Ulysses elaborates on the struggles he had to face because of PawSidin’s wrath through a series of anecdotes used to keep Benevolence Nausicca Sabine (Safiya Fredericks) entertained. The multilayered method of storytelling kept the play dynamic and complex without straying far from its intent. The bridging of these strangers’ stories ultimately makes them realize that they were never really strangers at all. The re-evaluation of the term “family” set forth in this play encouraged the audience members to broaden their scope of empathy.

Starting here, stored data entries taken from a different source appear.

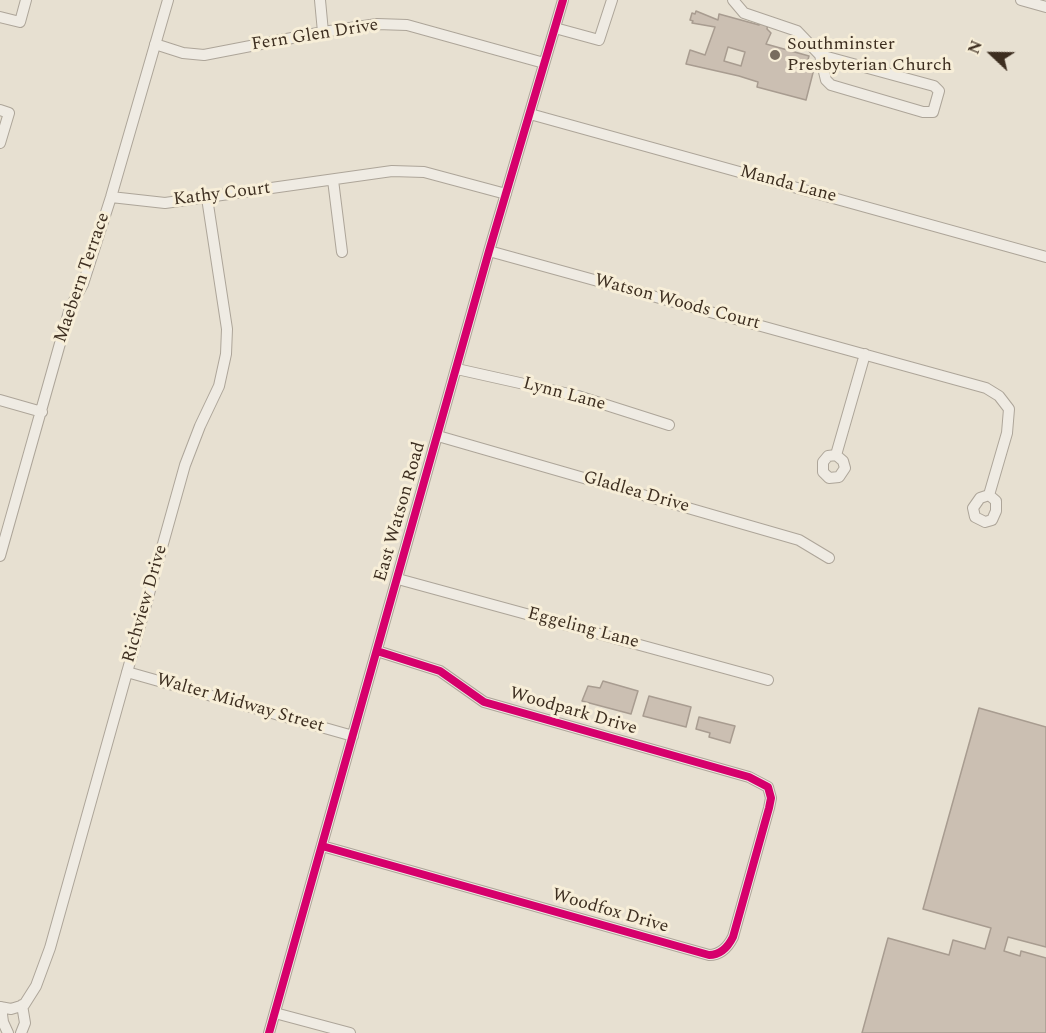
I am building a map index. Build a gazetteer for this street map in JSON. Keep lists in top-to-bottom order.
{
  "streets": {
    "street": [
      "Fern Glen Drive",
      "Manda Lane",
      "Kathy Court",
      "Maebern Terrace",
      "Watson Woods Court",
      "Lynn Lane",
      "Gladlea Drive",
      "East Watson Road",
      "Richview Drive",
      "Eggeling Lane",
      "Walter Midway Street",
      "Woodpark Drive",
      "Woodfox Drive"
    ]
  },
  "crossings": [
    ["Fern Glen Drive", "Maebern Terrace"],
    ["Fern Glen Drive", "East Watson Road"],
    ["Manda Lane", "East Watson Road"],
    ["Kathy Court", "Maebern Terrace"],
    ["Kathy Court", "East Watson Road"],
    ["Kathy Court", "Richview Drive"],
    ["Watson Woods Court", "East Watson Road"],
    ["Lynn Lane", "East Watson Road"],
    ["Gladlea Drive", "East Watson Road"],
    ["East Watson Road", "Eggeling Lane"],
    ["East Watson Road", "Walter Midway Street"],
    ["East Watson Road", "Woodpark Drive"],
    ["East Watson Road", "Woodfox Drive"],
    ["Richview Drive", "Walter Midway Street"],
    ["Woodpark Drive", "Woodfox Drive"]
  ],
  "places": ["Southminster Presbyterian Church"],
  "north": "left"
}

The use of music in this play was exceptionally curated. Drummer Ruthie Price, who provided the background beats, was the hidden gem of this production. Her rhythmic precision was the solid basis for most of the musical aspects of the show. In the opening act, the characters entered from various locations of the stage and together they hummed a traditional African melody that reflected their roots. On the other hand, the dialogue between the characters read like pure poetry. Through the synthesis of impeccable cadence and rhyme, the script almost resembled a rap cypher, paying homage to the American origins of hip-hop music.
The cultural significance of music is further explored in the hilarious scene when Ulysses meets Superfly Tiresias (Derricks) driving a Cadillac. The appearances of artists such as Diana Ross (Velina Brown) and Tina Turner (Hall) serve to anchor this play in the passion and exuberance of Black soul music.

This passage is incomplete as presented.